# reddit-search
a tool for searching the pushshift reddit dumps written in rust. Available from crates.io via `cargo install reddit-search`
if you do not have cargo or rustc, please follow the steps outlined in the official rust documentation:
https://www.rust-lang.org/tools/install
The dumps are available via torrent from here: https://academictorrents.com/details/7c0645c94321311bb05bd879ddee4d0eba08aaee
# usage
To see command line parameters, use reddit-search -h or --help
# Sample usage commands
## Basic Usage
```sh
reddit-search --input <input file path> --output <output file path> --fields <field:value> ...
```
## Presets
| `en_news` | Subreddits focused on global and regional news and current events. |
| `en_politics` | A range of subreddits covering various political discussions, humor, and memes, including general politics and specific political orientations. |
| `en_science` | Subreddits dedicated to general science, scientific inquiries, and discussions on scientific advancements. |
| `en_hate_speech` | Subreddits known for promoting hate speech and controversial content. |
| `controversial` | Content with high levels of controversy across various themes. |
Each preset is a collection of filters designed to target specific themes. Should you be interested in using this and would like additional filters to be added, do not hesitate to contact me.

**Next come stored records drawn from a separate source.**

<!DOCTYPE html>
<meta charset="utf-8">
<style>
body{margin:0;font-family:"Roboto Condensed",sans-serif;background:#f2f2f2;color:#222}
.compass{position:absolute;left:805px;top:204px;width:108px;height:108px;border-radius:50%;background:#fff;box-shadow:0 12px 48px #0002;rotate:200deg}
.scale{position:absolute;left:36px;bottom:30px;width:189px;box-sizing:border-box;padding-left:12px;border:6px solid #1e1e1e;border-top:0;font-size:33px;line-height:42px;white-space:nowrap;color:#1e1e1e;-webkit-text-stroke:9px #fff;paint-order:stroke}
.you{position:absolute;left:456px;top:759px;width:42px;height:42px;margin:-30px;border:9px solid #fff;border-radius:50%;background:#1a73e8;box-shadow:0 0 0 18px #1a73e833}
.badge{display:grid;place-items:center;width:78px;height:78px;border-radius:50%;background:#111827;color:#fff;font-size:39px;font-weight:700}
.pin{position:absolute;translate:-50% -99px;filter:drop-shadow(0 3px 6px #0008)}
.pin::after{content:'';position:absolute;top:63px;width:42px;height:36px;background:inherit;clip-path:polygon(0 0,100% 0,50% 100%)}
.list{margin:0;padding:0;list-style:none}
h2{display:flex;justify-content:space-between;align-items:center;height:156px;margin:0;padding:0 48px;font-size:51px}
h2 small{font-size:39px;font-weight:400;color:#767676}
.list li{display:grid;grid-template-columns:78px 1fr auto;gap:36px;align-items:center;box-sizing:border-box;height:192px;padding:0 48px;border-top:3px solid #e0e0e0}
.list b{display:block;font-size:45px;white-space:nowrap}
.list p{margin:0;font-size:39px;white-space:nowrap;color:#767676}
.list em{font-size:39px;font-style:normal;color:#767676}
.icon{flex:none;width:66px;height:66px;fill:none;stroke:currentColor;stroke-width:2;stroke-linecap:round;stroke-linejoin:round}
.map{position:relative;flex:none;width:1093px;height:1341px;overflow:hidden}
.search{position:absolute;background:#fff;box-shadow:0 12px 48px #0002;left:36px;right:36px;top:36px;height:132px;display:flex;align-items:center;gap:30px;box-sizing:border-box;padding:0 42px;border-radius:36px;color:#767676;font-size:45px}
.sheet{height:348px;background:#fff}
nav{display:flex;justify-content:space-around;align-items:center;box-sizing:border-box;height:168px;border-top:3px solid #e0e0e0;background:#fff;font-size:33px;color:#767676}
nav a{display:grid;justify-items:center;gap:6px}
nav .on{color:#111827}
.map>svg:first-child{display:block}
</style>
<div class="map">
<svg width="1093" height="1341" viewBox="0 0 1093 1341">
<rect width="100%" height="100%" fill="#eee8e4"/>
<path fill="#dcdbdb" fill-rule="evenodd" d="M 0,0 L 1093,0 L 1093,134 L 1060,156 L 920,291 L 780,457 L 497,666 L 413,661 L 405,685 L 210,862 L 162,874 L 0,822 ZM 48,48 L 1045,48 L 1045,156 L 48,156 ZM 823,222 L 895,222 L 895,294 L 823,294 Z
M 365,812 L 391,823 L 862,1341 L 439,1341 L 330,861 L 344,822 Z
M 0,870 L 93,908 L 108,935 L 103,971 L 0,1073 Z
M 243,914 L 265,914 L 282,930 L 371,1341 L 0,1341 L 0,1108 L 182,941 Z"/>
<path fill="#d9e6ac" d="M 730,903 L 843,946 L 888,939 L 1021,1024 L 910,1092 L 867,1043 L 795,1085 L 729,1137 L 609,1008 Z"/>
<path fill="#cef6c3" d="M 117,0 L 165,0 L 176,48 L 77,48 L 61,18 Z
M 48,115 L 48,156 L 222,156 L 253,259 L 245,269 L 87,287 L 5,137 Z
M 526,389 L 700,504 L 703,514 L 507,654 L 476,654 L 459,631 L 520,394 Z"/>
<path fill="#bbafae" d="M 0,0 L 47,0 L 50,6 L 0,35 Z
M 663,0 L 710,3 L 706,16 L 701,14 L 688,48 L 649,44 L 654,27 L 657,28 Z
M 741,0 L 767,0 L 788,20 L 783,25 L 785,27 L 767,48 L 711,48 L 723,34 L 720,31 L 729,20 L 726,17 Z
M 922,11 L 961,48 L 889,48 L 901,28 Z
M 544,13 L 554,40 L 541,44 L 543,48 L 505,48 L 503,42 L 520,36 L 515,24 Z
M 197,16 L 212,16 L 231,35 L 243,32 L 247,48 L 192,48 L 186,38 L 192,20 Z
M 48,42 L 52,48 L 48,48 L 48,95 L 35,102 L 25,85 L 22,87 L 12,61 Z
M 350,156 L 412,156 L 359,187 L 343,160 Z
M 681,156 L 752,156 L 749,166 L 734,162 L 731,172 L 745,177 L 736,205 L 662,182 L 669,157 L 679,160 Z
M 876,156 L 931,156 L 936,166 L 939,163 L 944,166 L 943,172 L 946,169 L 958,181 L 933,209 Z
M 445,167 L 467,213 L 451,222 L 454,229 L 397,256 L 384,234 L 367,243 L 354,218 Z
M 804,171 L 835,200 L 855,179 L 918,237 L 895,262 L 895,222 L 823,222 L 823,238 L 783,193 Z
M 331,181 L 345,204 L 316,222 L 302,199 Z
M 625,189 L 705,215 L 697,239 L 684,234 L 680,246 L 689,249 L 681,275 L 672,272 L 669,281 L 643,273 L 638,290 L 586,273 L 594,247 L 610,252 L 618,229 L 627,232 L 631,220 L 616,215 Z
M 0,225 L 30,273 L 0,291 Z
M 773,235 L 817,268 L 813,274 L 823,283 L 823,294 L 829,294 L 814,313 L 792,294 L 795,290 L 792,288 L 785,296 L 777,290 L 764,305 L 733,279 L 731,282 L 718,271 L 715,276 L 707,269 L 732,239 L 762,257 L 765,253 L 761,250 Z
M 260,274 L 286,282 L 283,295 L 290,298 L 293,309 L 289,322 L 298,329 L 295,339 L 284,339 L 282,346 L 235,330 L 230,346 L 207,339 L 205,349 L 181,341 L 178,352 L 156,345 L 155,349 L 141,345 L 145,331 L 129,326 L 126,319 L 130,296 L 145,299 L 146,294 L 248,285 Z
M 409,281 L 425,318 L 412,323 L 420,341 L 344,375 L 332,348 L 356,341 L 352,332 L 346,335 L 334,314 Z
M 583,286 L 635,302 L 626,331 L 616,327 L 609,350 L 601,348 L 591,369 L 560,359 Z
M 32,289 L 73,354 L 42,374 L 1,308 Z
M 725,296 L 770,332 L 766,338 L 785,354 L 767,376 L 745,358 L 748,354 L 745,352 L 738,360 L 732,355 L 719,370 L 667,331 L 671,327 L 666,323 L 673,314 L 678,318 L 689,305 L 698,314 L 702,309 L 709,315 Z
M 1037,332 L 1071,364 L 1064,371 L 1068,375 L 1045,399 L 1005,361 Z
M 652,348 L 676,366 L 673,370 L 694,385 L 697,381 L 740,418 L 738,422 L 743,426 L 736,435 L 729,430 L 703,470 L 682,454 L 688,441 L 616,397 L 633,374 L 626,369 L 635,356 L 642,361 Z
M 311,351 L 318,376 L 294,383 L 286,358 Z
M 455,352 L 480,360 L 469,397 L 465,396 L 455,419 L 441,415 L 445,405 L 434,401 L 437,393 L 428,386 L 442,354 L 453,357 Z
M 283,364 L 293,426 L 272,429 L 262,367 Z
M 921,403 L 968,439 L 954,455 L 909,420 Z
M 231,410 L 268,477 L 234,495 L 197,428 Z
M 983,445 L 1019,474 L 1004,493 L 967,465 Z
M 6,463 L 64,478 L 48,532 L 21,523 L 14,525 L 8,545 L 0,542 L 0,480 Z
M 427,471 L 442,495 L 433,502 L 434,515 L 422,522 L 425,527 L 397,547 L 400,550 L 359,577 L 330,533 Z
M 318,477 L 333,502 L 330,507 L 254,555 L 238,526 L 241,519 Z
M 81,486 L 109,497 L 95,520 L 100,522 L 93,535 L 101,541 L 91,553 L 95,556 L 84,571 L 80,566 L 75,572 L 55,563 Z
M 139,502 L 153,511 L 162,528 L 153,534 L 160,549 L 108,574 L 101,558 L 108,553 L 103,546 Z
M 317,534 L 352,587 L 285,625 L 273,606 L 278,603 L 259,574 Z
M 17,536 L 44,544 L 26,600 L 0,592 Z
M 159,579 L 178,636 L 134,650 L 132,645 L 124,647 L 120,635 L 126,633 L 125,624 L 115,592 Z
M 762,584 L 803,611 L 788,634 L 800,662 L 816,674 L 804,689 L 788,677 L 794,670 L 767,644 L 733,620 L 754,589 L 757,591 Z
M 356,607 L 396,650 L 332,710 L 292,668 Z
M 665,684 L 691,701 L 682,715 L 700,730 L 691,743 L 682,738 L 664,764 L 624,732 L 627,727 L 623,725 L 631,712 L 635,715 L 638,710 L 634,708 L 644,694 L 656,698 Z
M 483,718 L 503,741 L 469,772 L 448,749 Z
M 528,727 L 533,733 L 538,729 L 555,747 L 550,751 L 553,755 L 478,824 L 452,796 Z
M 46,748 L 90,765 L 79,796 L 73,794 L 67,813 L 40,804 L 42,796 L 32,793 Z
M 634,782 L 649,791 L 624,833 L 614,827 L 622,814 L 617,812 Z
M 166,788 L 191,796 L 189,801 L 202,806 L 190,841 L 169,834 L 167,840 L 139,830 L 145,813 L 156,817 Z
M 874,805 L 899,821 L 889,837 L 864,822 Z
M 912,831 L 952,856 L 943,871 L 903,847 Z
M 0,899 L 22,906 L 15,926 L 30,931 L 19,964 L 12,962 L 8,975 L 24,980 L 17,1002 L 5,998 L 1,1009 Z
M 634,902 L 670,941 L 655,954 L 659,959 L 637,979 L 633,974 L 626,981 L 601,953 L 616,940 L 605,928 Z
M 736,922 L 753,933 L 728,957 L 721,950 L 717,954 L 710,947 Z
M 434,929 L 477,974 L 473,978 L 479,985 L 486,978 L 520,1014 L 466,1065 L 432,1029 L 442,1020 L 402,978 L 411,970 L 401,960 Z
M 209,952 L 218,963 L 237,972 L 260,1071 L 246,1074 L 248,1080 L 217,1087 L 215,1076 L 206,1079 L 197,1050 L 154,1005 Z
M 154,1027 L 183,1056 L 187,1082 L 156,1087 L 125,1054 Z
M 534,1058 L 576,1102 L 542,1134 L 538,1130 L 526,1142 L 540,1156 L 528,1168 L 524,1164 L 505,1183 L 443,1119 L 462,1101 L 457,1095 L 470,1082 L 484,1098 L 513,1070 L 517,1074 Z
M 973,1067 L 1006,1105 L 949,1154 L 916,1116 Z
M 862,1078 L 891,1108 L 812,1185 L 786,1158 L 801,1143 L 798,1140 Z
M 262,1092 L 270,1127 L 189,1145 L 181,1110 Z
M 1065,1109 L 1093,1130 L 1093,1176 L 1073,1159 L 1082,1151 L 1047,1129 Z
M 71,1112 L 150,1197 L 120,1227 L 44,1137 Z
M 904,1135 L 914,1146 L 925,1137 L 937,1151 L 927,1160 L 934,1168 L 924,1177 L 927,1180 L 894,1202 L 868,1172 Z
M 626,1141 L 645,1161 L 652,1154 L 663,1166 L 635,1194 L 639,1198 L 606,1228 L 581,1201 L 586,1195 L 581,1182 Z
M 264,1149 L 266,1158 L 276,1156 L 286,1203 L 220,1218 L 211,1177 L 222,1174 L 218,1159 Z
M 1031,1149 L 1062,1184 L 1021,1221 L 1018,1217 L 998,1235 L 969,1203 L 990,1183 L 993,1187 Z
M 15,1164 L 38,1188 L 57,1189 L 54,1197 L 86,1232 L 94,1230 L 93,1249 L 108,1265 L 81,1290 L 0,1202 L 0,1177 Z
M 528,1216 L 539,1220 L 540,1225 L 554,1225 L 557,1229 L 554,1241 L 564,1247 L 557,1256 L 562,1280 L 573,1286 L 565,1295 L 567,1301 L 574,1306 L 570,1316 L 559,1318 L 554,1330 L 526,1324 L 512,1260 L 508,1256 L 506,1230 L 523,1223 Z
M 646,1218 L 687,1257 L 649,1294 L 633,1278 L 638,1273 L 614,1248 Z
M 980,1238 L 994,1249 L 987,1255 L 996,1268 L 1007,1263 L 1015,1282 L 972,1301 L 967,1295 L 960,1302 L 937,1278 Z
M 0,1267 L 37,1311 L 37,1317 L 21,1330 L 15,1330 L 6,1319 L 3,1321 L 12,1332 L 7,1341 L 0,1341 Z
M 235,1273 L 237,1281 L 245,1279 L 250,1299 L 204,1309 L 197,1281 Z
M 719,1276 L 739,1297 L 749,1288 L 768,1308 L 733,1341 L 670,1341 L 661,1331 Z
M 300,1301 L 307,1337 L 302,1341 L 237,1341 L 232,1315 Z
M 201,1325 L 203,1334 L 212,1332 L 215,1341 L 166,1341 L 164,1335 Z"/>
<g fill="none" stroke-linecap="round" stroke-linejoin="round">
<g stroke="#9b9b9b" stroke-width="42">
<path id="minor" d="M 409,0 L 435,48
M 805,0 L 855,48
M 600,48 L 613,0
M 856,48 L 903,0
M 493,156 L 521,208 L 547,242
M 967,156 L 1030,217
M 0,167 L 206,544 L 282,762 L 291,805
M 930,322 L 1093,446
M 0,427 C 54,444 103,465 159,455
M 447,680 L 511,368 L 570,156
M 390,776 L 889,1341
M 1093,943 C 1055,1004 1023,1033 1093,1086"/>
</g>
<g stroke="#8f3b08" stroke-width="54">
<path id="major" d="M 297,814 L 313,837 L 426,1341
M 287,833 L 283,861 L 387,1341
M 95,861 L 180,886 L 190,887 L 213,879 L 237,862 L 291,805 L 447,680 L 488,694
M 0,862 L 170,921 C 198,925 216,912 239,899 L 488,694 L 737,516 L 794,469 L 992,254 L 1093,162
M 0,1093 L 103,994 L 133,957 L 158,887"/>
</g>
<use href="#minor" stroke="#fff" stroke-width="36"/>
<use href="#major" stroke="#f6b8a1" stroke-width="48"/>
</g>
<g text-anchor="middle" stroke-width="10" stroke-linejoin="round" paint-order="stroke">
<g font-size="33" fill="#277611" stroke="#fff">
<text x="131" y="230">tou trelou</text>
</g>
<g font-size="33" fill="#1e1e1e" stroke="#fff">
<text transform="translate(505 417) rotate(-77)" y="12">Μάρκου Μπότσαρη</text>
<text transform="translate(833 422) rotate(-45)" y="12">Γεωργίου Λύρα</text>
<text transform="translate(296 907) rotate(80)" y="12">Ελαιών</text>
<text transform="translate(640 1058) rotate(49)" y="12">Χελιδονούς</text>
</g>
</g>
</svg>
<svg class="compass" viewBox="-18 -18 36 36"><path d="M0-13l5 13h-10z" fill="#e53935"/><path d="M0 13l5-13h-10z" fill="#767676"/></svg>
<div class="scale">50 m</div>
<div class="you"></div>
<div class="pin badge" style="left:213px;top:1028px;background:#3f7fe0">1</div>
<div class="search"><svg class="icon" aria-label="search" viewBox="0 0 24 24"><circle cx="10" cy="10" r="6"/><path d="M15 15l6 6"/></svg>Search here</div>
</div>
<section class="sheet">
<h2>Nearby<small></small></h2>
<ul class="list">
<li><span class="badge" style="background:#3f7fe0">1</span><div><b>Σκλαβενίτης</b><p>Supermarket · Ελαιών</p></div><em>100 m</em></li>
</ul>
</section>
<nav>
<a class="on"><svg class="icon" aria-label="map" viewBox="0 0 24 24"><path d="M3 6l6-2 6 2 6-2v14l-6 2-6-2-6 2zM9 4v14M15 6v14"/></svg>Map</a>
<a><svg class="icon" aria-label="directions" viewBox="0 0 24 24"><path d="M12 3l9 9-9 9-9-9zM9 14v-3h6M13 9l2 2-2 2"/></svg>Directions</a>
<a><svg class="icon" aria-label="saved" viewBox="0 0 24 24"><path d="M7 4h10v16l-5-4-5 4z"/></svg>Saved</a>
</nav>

# Descriptions of the fields contained within reddit dumps
Note that not all data contains all of these fields (for example, a comment from 2007 would not have the "gilded" field since that system was not implemented until later.)
Boolean values are saved numerically (0 is false, 1 is true)
| archived | Boolean indicating if the item is archived |
| id | Unique identifier of the item |
| controversiality | Boolean indicating if the item is controversial |
| body | Text content of the item |
| ups | Number of upvotes |
| score_hidden | Boolean indicating if the score is hidden |
| edited | Boolean indicating if the item has been edited |
| distinguished | Status of the item (e.g., null, moderator) |
| created_utc | UTC timestamp of item creation |
| name | Another unique identifier (?) |
| gilded | Number indicating how many times the item was gilded |
| score | Total score of the item |
| subreddit_id | Identifier of the subreddit |
| link_id | Identifier of the link to the comment |
| author_flair_text | Text of the author's flair |
| subreddit | Name of the subreddit |
| retrieved_on | UTC timestamp of when the item was retrieved |
| parent_id | Identifier of the parent item |
| downs | Number of downvotes |
| author_flair_css_class | CSS class of the author's flair |
| author | Name of the author |
# Versioning
Older versions of the program can be downloaded using version overrides with cargo. Tags are not carried over to github.